*** Data extract ***

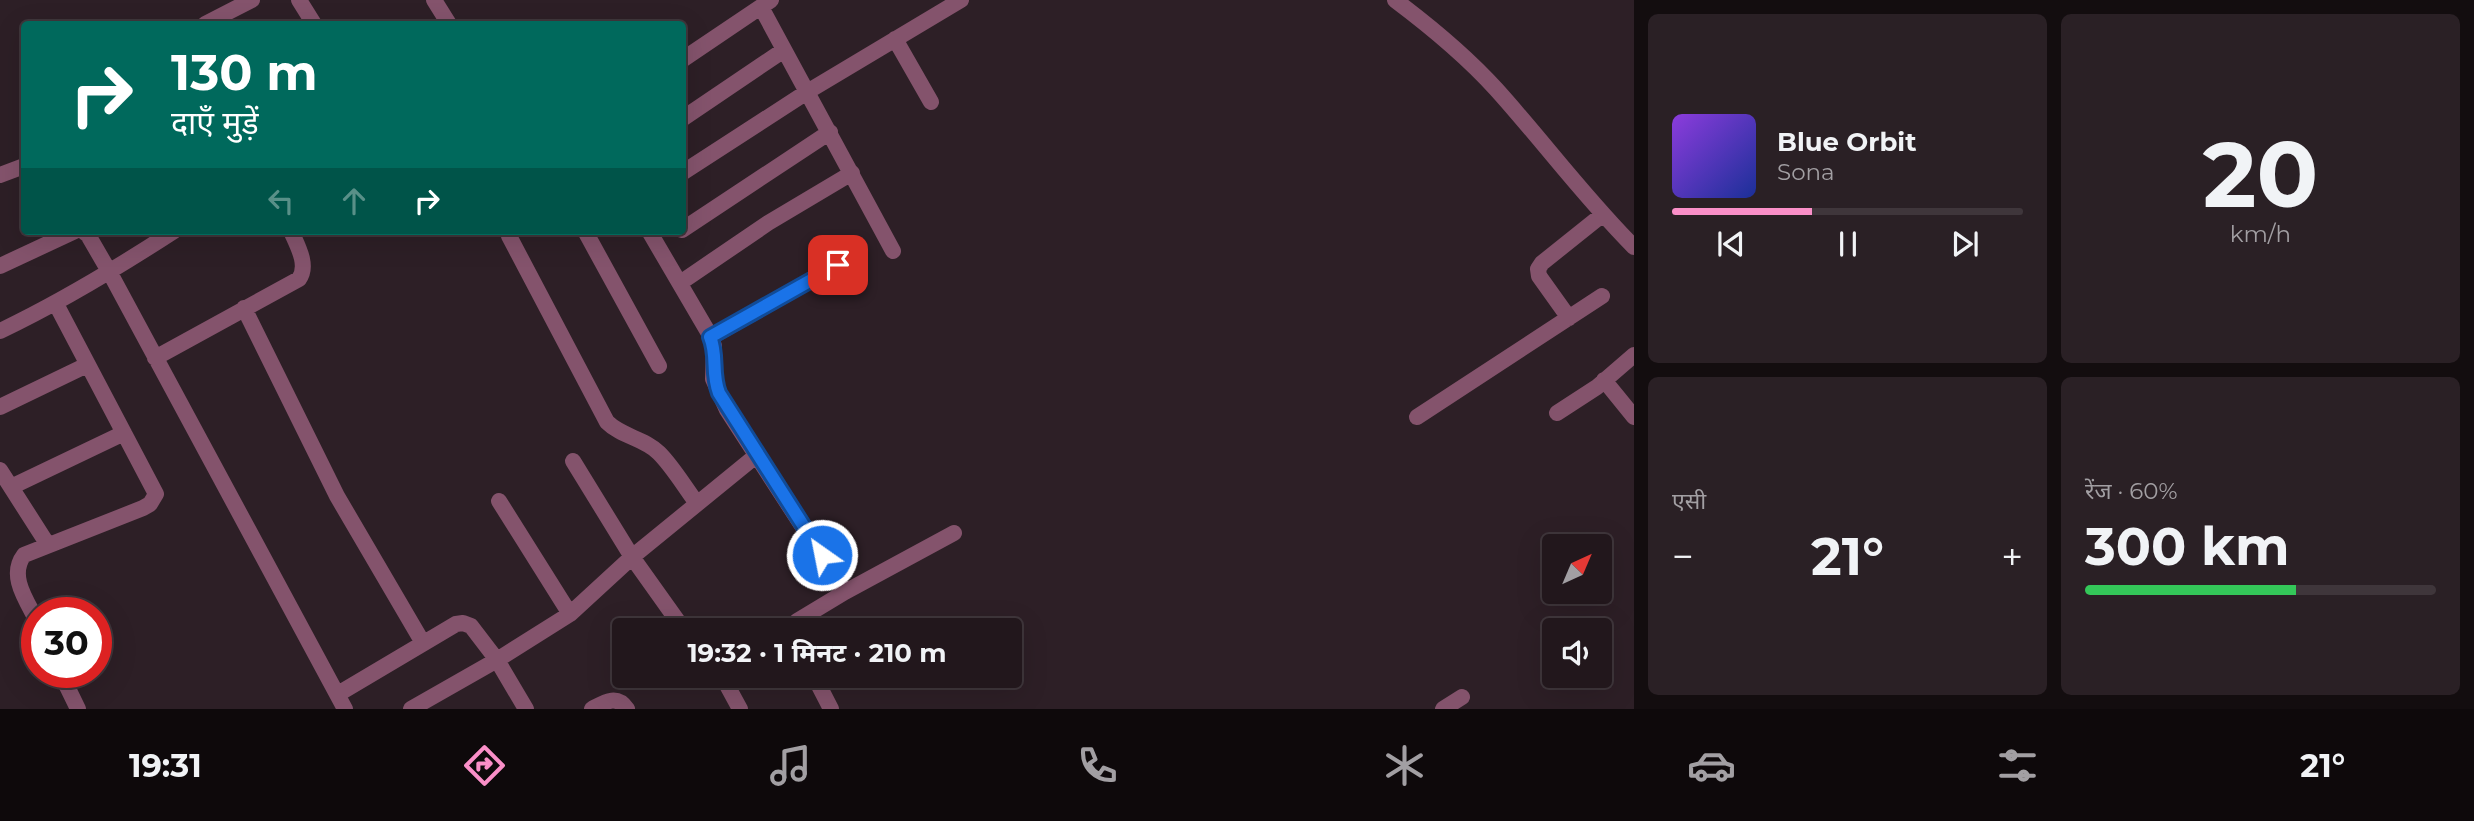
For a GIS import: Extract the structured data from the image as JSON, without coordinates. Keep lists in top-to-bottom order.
{
  "north": "top right",
  "page": {
    "tile": [
      ["20", "km/h"],
      "एसी",
      ["रेंज · 60%", "300 km"]
    ],
    "turn": ["130 m", "दाएँ मुड़ें"],
    "song": ["Blue Orbit", "Sona"],
    "heat": ["−", "21°", "+"],
    "limit": "30",
    "trip": "19:32 · 1 मिनट · 210 m",
    "tabs": ["19:31", "21°"]
  }
}
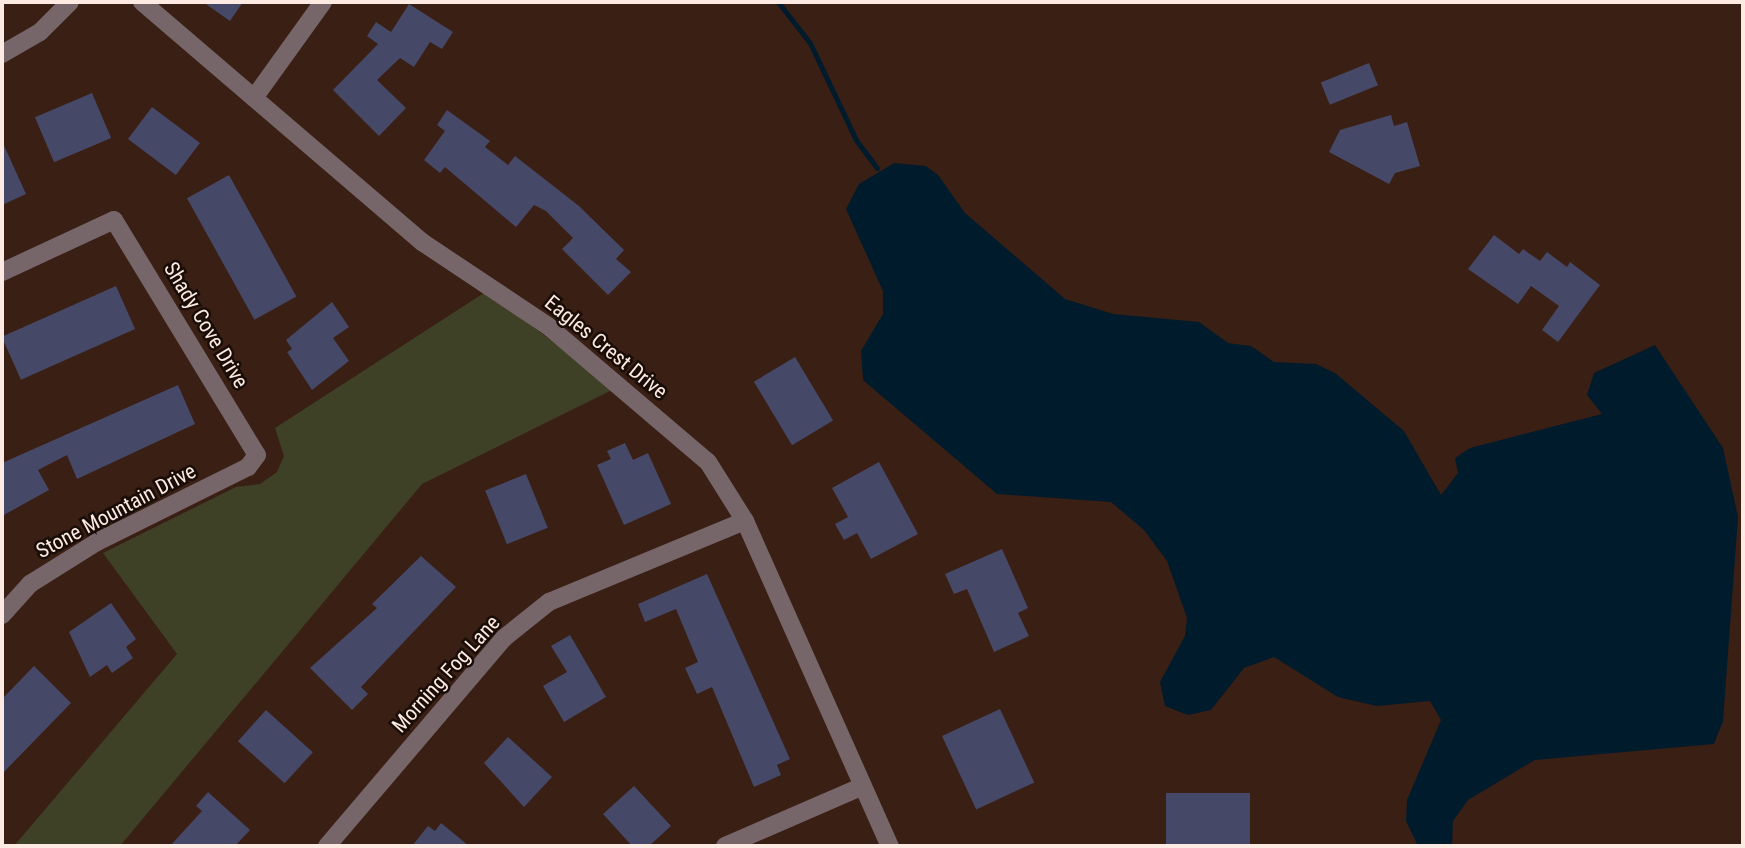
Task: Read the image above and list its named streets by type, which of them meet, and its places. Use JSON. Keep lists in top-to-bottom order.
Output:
{
  "streets": {
    "street": [
      "Shady Cove Drive",
      "Eagles Crest Drive",
      "Stone Mountain Drive",
      "Morning Fog Lane"
    ]
  },
  "crossings": [
    ["Shady Cove Drive", "Stone Mountain Drive"],
    ["Eagles Crest Drive", "Morning Fog Lane"]
  ]
}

*** End of Data extract ***

• Action item: Leaving out every picture, repeat the records above exactly as they stand.

• Task response:
For a GIS import: Extract the structured data from the image as JSON, without coordinates. Keep lists in top-to-bottom order.
{
  "north": "top right",
  "page": {
    "tile": [
      ["20", "km/h"],
      "एसी",
      ["रेंज · 60%", "300 km"]
    ],
    "turn": ["130 m", "दाएँ मुड़ें"],
    "song": ["Blue Orbit", "Sona"],
    "heat": ["−", "21°", "+"],
    "limit": "30",
    "trip": "19:32 · 1 मिनट · 210 m",
    "tabs": ["19:31", "21°"]
  }
}
Task: Read the image above and list its named streets by type, which of them meet, and its places. Use JSON. Keep lists in top-to-bottom order.
Output:
{
  "streets": {
    "street": [
      "Shady Cove Drive",
      "Eagles Crest Drive",
      "Stone Mountain Drive",
      "Morning Fog Lane"
    ]
  },
  "crossings": [
    ["Shady Cove Drive", "Stone Mountain Drive"],
    ["Eagles Crest Drive", "Morning Fog Lane"]
  ]
}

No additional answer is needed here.